> **Your goal**
An exact copy of the lines from the top of the data through the line with "0 4px,transparent 0" is what you should give, with no pictures in it.

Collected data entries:

-- Opening Marker --

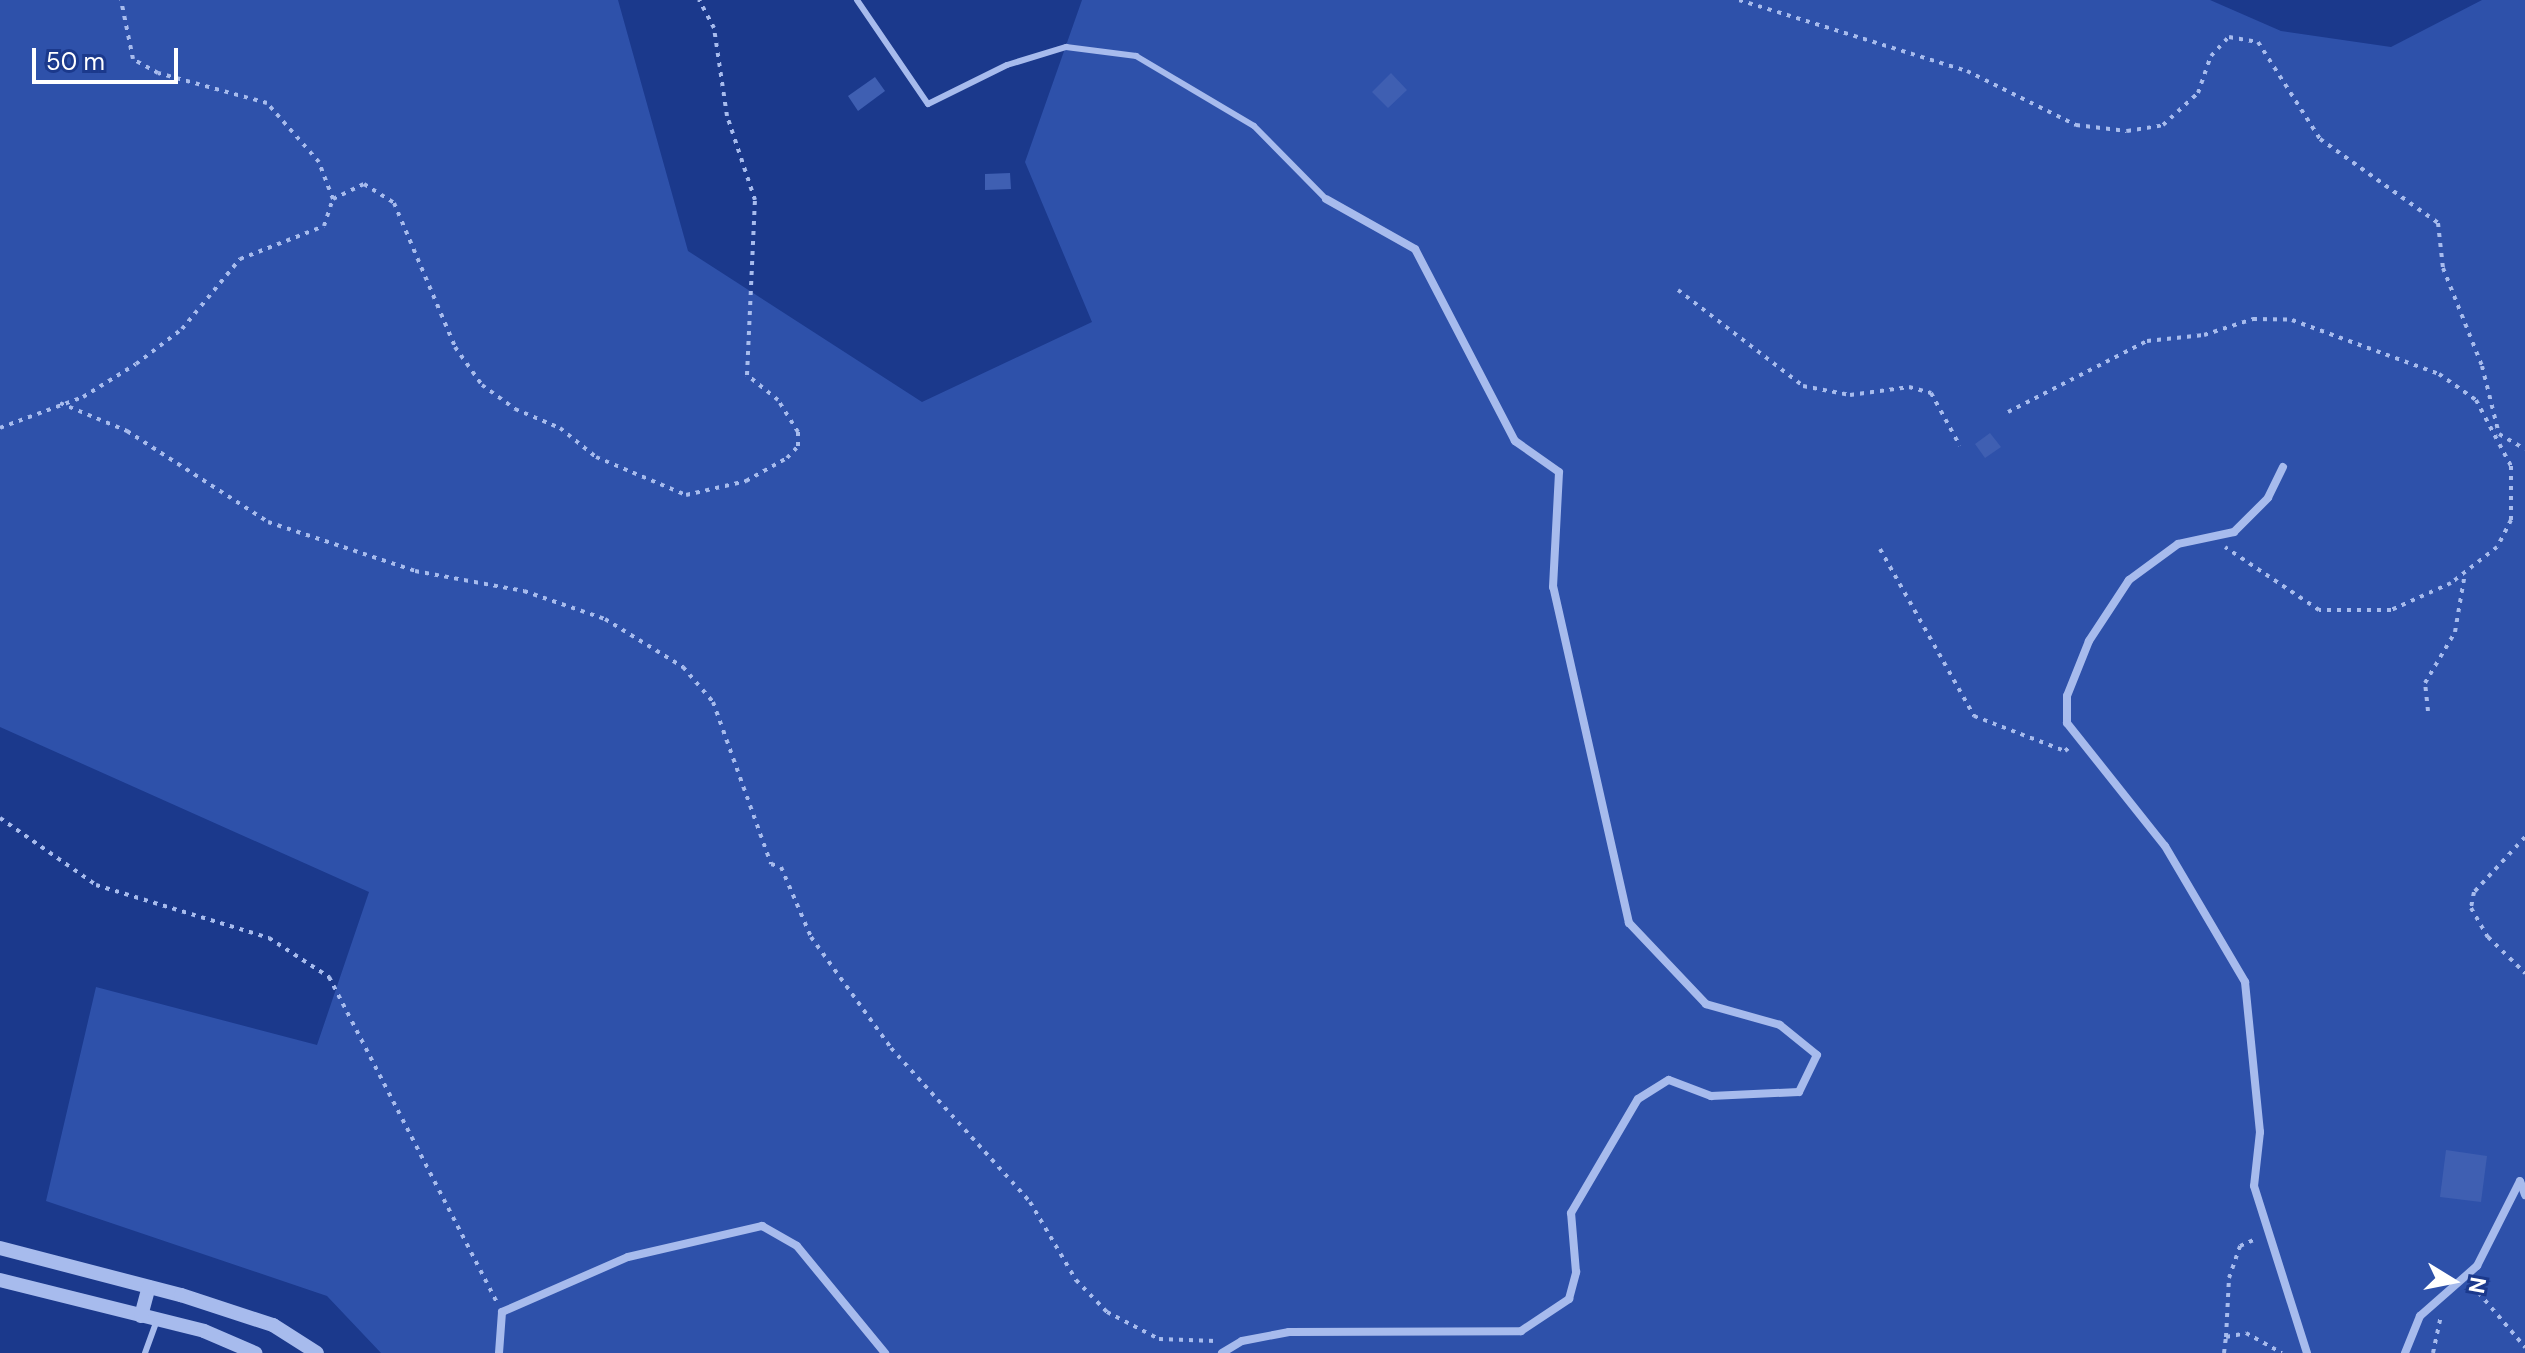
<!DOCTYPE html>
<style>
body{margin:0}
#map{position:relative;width:2525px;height:1353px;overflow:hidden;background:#1b398c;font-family:"DM Sans",sans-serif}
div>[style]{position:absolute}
.green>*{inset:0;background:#2e51aa}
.building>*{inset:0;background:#3f5fb2}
.path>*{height:4px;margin-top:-2px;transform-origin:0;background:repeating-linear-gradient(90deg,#a7bbed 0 4px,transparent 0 10px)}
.service>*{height:6px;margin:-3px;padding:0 3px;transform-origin:3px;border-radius:3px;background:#a7bbed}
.minor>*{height:8px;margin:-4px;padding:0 4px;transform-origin:4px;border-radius:4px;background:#a7bbed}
.tertiary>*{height:14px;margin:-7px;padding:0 7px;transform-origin:7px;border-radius:7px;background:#a7bbed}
span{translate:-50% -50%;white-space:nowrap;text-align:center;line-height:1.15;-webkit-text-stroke:6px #1b398c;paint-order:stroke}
.north{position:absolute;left:2413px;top:1241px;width:80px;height:80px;-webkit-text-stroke:6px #1b398c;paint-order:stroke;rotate:100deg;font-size:22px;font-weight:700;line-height:32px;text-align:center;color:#fff}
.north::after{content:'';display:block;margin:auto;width:28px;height:36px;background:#fff;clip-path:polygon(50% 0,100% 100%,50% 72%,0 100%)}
.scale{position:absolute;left:32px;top:48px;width:146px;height:36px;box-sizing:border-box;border:4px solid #fff;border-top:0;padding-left:10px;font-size:24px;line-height:28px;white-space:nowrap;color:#fff;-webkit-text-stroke:6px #1b398c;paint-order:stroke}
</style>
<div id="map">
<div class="green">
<div style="clip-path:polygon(0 0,618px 0,688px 251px,922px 402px,1092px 322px,1025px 162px,1082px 0,2210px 0,2281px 31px,2391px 47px,2482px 0,2525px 0,2525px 1353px,381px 1353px,327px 1296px,46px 1201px,96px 987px,317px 1045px,369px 892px,0 727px)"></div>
</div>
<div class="building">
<div style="clip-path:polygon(1391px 73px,1407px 90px,1388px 108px,1372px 92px)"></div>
<div style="clip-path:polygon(875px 77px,885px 91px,858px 111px,848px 96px)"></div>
<div style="clip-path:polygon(1010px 173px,1011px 189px,985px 190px,985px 174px)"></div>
<div style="clip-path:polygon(1990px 433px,2001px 447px,1985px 458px,1975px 444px)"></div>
<div style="clip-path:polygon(2446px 1150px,2487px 1156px,2481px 1202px,2440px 1197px)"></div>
</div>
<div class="path">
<div style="left:1739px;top:0;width:239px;rotate:17.3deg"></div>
<div style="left:1967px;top:71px;width:122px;rotate:26.4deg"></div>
<div style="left:2076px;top:125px;width:51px;rotate:6.7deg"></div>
<div style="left:2127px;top:131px;width:36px;rotate:-9deg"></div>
<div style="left:2163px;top:125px;width:47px;rotate:-42.4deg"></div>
<div style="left:2198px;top:93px;width:39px;rotate:-71deg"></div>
<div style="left:2211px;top:56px;width:26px;rotate:-47deg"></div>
<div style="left:2229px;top:37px;width:29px;rotate:10deg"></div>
<div style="left:2258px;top:42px;width:115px;rotate:57.4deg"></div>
<div style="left:2320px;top:139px;width:145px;rotate:35.4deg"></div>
<div style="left:2438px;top:223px;width:45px;rotate:83.7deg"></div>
<div style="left:2443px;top:268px;width:105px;rotate:68.3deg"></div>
<div style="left:2482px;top:366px;width:70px;rotate:76deg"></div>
<div style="left:2499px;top:434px;width:30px;rotate:30deg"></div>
<div style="left:333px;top:199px;width:34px;rotate:-26deg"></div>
<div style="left:364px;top:184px;width:36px;rotate:32deg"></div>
<div style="left:394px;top:203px;width:156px;rotate:67deg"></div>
<div style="left:455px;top:347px;width:47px;rotate:54.6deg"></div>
<div style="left:482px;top:385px;width:41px;rotate:36deg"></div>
<div style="left:515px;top:409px;width:49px;rotate:22.9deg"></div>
<div style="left:560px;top:428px;width:46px;rotate:38.9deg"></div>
<div style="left:596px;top:457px;width:98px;rotate:22.9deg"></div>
<div style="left:686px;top:495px;width:62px;rotate:-13.1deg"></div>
<div style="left:746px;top:481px;width:47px;rotate:-29.3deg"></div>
<div style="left:787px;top:458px;width:16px;rotate:-47deg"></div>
<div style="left:798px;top:446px;width:14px;rotate:-90deg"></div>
<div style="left:798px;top:432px;width:38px;rotate:-122deg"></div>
<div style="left:778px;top:400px;width:40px;rotate:-141deg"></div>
<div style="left:747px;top:375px;width:175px;rotate:-87.4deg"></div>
<div style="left:755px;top:200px;width:89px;rotate:-108.4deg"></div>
<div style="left:727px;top:116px;width:89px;rotate:-98.4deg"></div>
<div style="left:714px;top:28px;width:32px;rotate:-118deg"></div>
<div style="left:1678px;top:290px;width:158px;rotate:37.5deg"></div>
<div style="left:1803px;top:386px;width:48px;rotate:10.8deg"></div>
<div style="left:1850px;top:395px;width:60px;rotate:-7.7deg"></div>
<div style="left:1909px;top:387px;width:23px;rotate:15deg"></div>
<div style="left:1931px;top:393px;width:60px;rotate:61.3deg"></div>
<div style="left:60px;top:403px;width:73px;rotate:22.7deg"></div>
<div style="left:127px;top:431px;width:168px;rotate:32.8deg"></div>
<div style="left:268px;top:522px;width:155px;rotate:18.4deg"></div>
<div style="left:415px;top:571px;width:111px;rotate:10.4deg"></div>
<div style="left:524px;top:591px;width:86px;rotate:19.1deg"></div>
<div style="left:605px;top:619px;width:92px;rotate:31.6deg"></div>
<div style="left:683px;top:667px;width:46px;rotate:49.4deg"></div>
<div style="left:713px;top:702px;width:172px;rotate:70.3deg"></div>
<div style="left:771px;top:864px;width:10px;rotate:17deg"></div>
<div style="left:781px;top:867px;width:76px;rotate:66.8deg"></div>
<div style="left:811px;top:937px;width:137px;rotate:54.2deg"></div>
<div style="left:891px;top:1048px;width:207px;rotate:47.9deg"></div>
<div style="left:1030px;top:1202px;width:91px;rotate:59.5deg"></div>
<div style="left:1076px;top:1280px;width:45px;rotate:45.9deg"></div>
<div style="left:1107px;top:1312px;width:59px;rotate:27.4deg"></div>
<div style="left:1159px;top:1339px;width:57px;rotate:2deg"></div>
<div style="left:2008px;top:412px;width:156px;rotate:-27.1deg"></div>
<div style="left:2147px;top:341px;width:57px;rotate:-6deg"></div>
<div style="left:2204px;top:335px;width:52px;rotate:-18.1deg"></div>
<div style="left:2253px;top:319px;width:39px;rotate:1deg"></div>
<div style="left:2292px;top:320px;width:157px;rotate:20.2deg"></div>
<div style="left:2439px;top:374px;width:45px;rotate:35.1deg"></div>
<div style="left:2476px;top:400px;width:75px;rotate:62.1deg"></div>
<div style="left:2511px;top:466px;width:54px;rotate:90deg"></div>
<div style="left:2511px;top:520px;width:30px;rotate:117deg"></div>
<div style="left:2497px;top:547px;width:58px;rotate:142deg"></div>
<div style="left:2451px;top:583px;width:66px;rotate:155.8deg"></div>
<div style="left:2391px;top:610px;width:72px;rotate:180deg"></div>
<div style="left:2319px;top:610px;width:113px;rotate:-146.2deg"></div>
<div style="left:0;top:428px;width:89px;rotate:-20.5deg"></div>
<div style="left:83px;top:397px;width:62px;rotate:-31.9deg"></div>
<div style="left:136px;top:364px;width:58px;rotate:-37.3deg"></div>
<div style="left:182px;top:329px;width:91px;rotate:-50.4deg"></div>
<div style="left:240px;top:259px;width:90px;rotate:-21.4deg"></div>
<div style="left:324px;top:226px;width:28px;rotate:-72deg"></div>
<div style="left:333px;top:199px;width:40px;rotate:-111deg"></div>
<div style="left:319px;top:162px;width:79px;rotate:-131.4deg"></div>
<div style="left:267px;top:103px;width:113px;rotate:-164.6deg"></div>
<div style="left:158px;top:73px;width:29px;rotate:-151deg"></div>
<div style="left:133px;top:59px;width:60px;rotate:-101.5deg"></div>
<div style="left:1880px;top:549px;width:192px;rotate:60.6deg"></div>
<div style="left:1974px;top:716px;width:97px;rotate:21deg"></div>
<div style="left:2065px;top:751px;width:8px;rotate:-40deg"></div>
<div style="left:2428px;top:711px;width:28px;rotate:-96deg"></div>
<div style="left:2425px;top:683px;width:59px;rotate:-59.5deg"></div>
<div style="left:2455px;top:632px;width:60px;rotate:-80.4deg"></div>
<div style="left:0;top:818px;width:117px;rotate:34.9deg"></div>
<div style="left:96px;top:885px;width:181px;rotate:17deg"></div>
<div style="left:269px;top:938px;width:72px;rotate:33deg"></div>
<div style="left:329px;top:977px;width:365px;rotate:62.7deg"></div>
<div style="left:2525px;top:837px;width:75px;rotate:132.8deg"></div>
<div style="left:2474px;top:892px;width:16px;rotate:101deg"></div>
<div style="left:2471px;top:908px;width:34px;rotate:60deg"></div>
<div style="left:2488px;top:937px;width:52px;rotate:44.2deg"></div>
<div style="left:2472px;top:1285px;width:82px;rotate:49.5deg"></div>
<div style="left:2226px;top:1337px;width:59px;rotate:-87.1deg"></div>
<div style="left:2229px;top:1278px;width:34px;rotate:-71deg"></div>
<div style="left:2240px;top:1246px;width:17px;rotate:-24deg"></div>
<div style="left:2224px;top:1353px;width:16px;rotate:-83deg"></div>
<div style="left:2226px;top:1337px;width:20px;rotate:-11deg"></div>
<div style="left:2246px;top:1333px;width:41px;rotate:29.1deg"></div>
<div style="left:2433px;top:1353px;width:38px;rotate:-78deg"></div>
</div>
<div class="service">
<div style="left:857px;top:0;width:126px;rotate:55.7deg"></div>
<div style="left:928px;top:104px;width:88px;rotate:-26.3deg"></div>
<div style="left:1007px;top:65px;width:62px;rotate:-17deg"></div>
<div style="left:1066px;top:47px;width:71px;rotate:7.3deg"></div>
<div style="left:1136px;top:56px;width:137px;rotate:30.7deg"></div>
<div style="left:1254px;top:126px;width:103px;rotate:45.4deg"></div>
<div style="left:145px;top:1353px;width:35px;rotate:-70deg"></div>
</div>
<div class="minor">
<div style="left:2283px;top:467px;width:34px;rotate:116deg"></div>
<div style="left:2268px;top:498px;width:48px;rotate:135deg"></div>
<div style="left:2234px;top:532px;width:57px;rotate:167.9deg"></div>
<div style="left:2178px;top:544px;width:61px;rotate:143.7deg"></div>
<div style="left:2129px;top:580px;width:73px;rotate:123.3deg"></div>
<div style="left:2089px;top:641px;width:59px;rotate:111.8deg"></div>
<div style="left:2067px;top:696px;width:27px;rotate:90deg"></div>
<div style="left:2067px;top:723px;width:157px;rotate:51.5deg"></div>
<div style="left:2165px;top:846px;width:158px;rotate:59.5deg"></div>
<div style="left:2245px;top:982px;width:151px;rotate:84.3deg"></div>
<div style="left:2260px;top:1132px;width:54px;rotate:96.3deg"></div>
<div style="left:2254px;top:1186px;width:175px;rotate:72.4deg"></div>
<div style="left:2520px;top:1181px;width:15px;rotate:70deg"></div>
<div style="left:499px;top:1353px;width:41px;rotate:-85.8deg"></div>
<div style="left:502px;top:1312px;width:137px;rotate:-23.6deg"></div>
<div style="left:628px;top:1257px;width:138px;rotate:-13deg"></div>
<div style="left:762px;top:1226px;width:40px;rotate:29.7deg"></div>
<div style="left:797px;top:1246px;width:139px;rotate:50.6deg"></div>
<div style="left:1222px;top:1353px;width:23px;rotate:-31deg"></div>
<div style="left:1242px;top:1341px;width:48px;rotate:-10.8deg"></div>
<div style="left:1289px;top:1332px;width:232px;rotate:-0.2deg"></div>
<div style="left:1521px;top:1331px;width:58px;rotate:-33.7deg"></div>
<div style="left:1569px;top:1299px;width:28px;rotate:-75deg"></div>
<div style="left:1576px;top:1272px;width:59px;rotate:-94.8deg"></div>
<div style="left:1571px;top:1213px;width:132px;rotate:-59.6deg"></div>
<div style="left:1638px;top:1099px;width:36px;rotate:-32deg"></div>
<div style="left:1669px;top:1080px;width:45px;rotate:20.9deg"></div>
<div style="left:1711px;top:1096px;width:88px;rotate:-2.6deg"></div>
<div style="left:1799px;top:1092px;width:41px;rotate:-64.1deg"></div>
<div style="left:1817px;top:1055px;width:48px;rotate:-141deg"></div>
<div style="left:1780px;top:1025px;width:77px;rotate:-164.2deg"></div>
<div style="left:1706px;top:1004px;width:112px;rotate:-133.5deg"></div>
<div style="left:1629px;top:923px;width:344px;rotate:-102.7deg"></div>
<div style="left:1553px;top:587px;width:115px;rotate:-87deg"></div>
<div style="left:1559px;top:472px;width:54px;rotate:-144.8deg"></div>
<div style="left:1515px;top:441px;width:216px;rotate:-117.5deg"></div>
<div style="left:1415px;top:249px;width:102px;rotate:-150.7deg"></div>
<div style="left:2405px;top:1353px;width:40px;rotate:-68deg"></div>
<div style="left:2420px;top:1316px;width:76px;rotate:-41.3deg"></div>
<div style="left:2477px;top:1266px;width:95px;rotate:-63.2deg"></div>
</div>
<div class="tertiary">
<div style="left:0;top:1248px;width:187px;rotate:14.6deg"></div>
<div style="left:181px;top:1295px;width:97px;rotate:18.1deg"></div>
<div style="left:273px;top:1325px;width:52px;rotate:32.5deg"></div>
<div style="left:0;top:1280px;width:210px;rotate:14deg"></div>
<div style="left:204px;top:1331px;width:56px;rotate:23.3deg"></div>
<div style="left:141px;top:1316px;width:30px;rotate:-75deg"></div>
</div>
<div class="north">N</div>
<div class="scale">50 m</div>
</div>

-- Closing Marker --

> **Result of the task**
<!DOCTYPE html>
<style>
body{margin:0}
#map{position:relative;width:2525px;height:1353px;overflow:hidden;background:#1b398c;font-family:"DM Sans",sans-serif}
div>[style]{position:absolute}
.green>*{inset:0;background:#2e51aa}
.building>*{inset:0;background:#3f5fb2}
.path>*{height:4px;margin-top:-2px;transform-origin:0;background:repeating-linear-gradient(90deg,#a7bbed 0 4px,transparent 0 10px)}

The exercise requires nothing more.